In relation to three of the cases, the court rejected the appellants' claim that their Christian beliefs had been discriminated against. Two of those cases concerned the views of Christian workers on dealing with gay couples in the course of their jobs – Gary McFarlane lost his job as a relationship counsellor at Relate for refusing to counsel same-sex couples, and Lillian Ladele was dismissed as a registrar by Islington council for declining to conduct civil partnership ceremonies. The third case involved the nurse Shirely Chaplin, who insisted on wearing a cross on a necklace despite the fact that in contravened NHS uniform regulations.

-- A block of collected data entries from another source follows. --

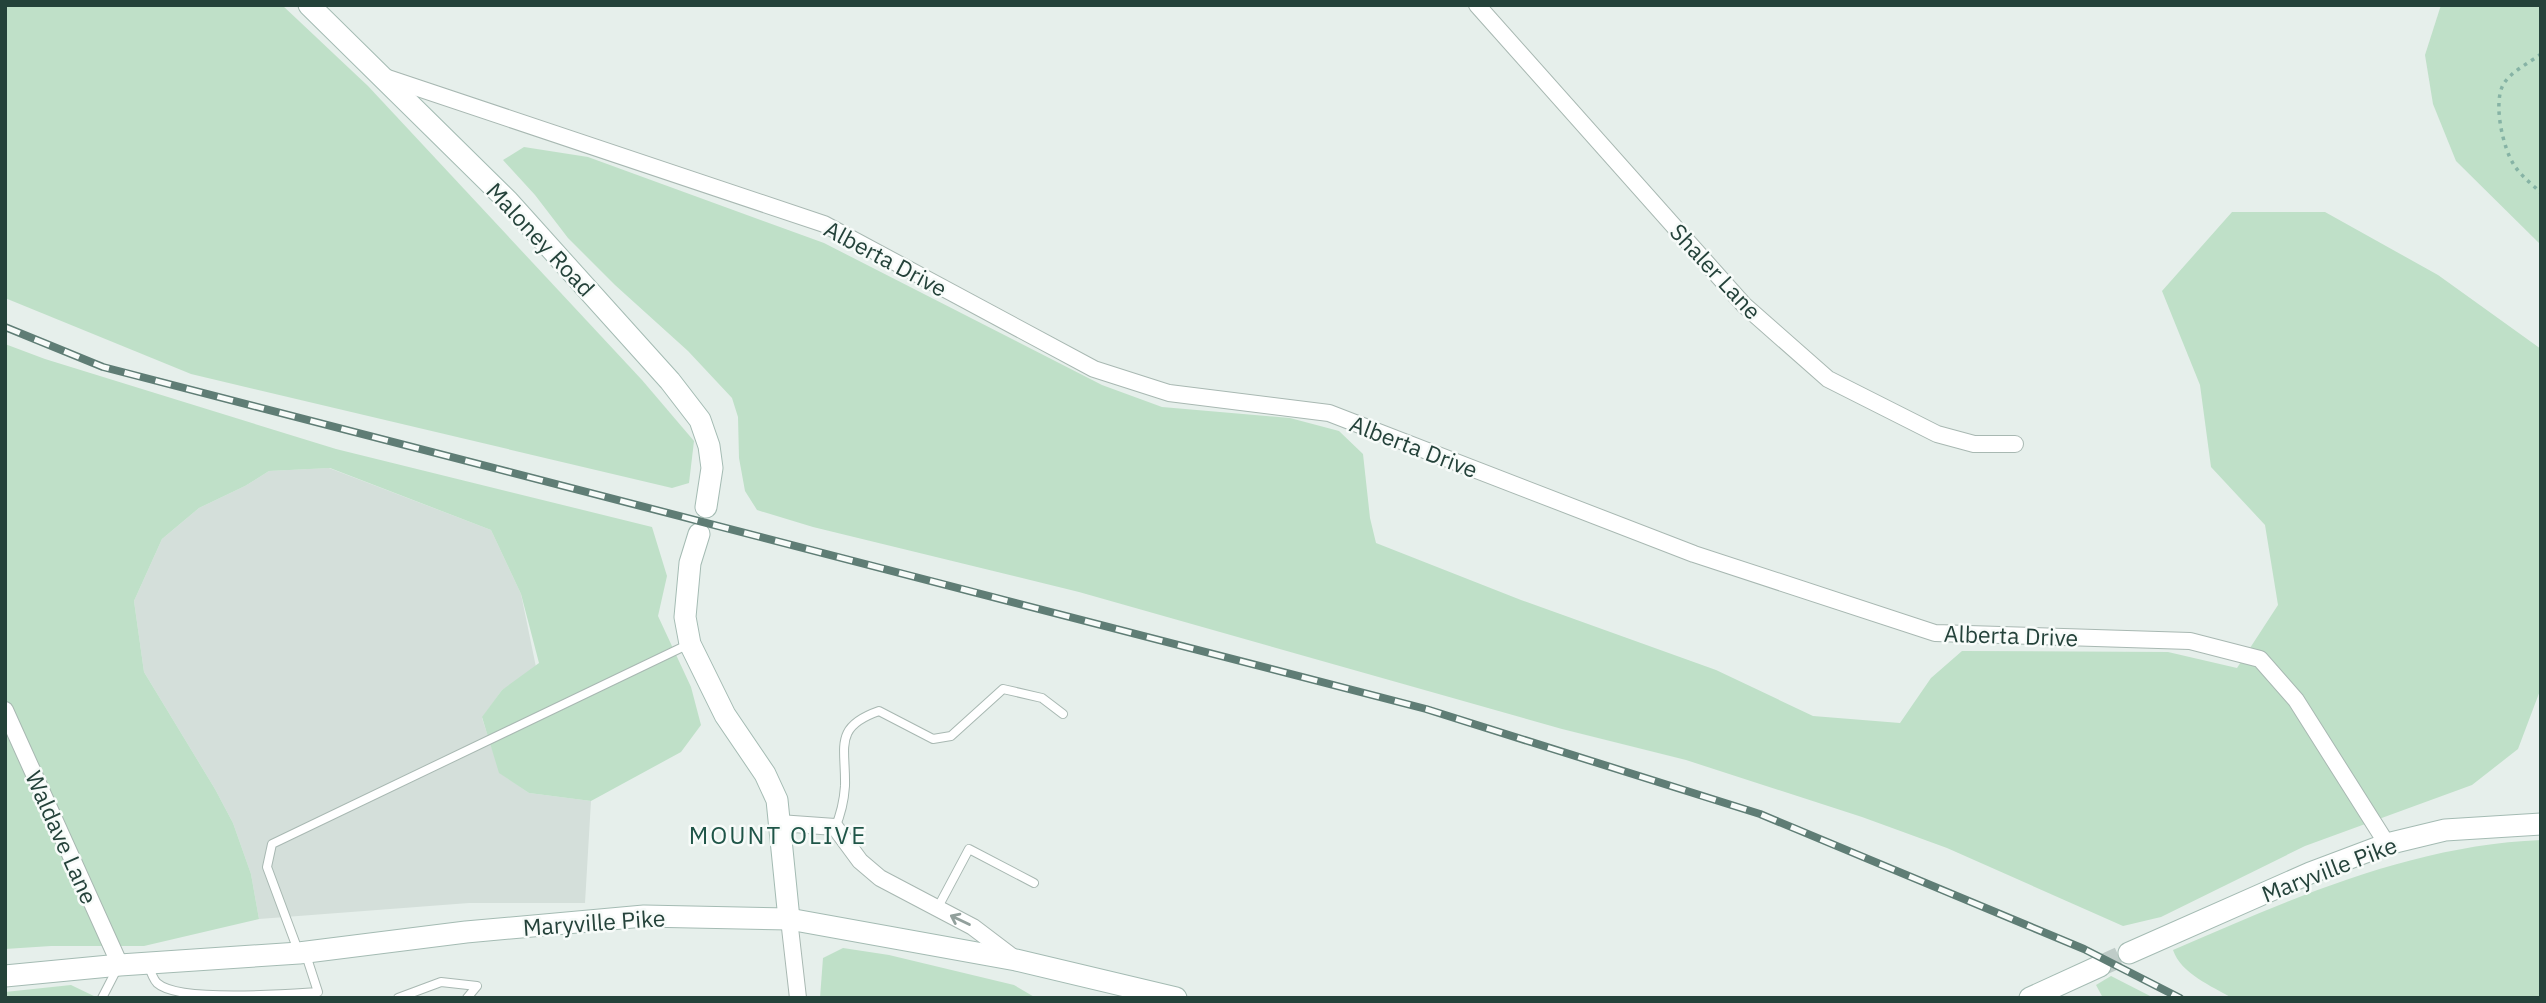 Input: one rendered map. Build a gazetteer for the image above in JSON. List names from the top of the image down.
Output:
{
  "streets": {
    "main road": ["Maloney Road", "Maryville Pike"],
    "street": ["Alberta Drive", "Shaler Lane", "Waldave Lane"]
  },
  "crossings": [
    ["Maloney Road", "Alberta Drive"],
    ["Alberta Drive", "Maryville Pike"],
    ["Waldave Lane", "Maryville Pike"]
  ],
  "districts": ["MOUNT OLIVE"]
}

In its judgement, the court outlined the principle of religious freedom. It should be "one of the foundations of pluralistic, democratic societies", but "where an individual's religious observance impinges on the rights of others, some restrictions can be made".
In the cases of McFarlane, Ladele and Chaplin, restrictions on religious freedom were considered just. Only in the fourth case, that of Nadia Eweida, the Coptic Christian who was forbidden to wear a cross on a necklace while working for British Airways, was the appellant's insistence upon religious observance deemed not to impinge upon the rights of others.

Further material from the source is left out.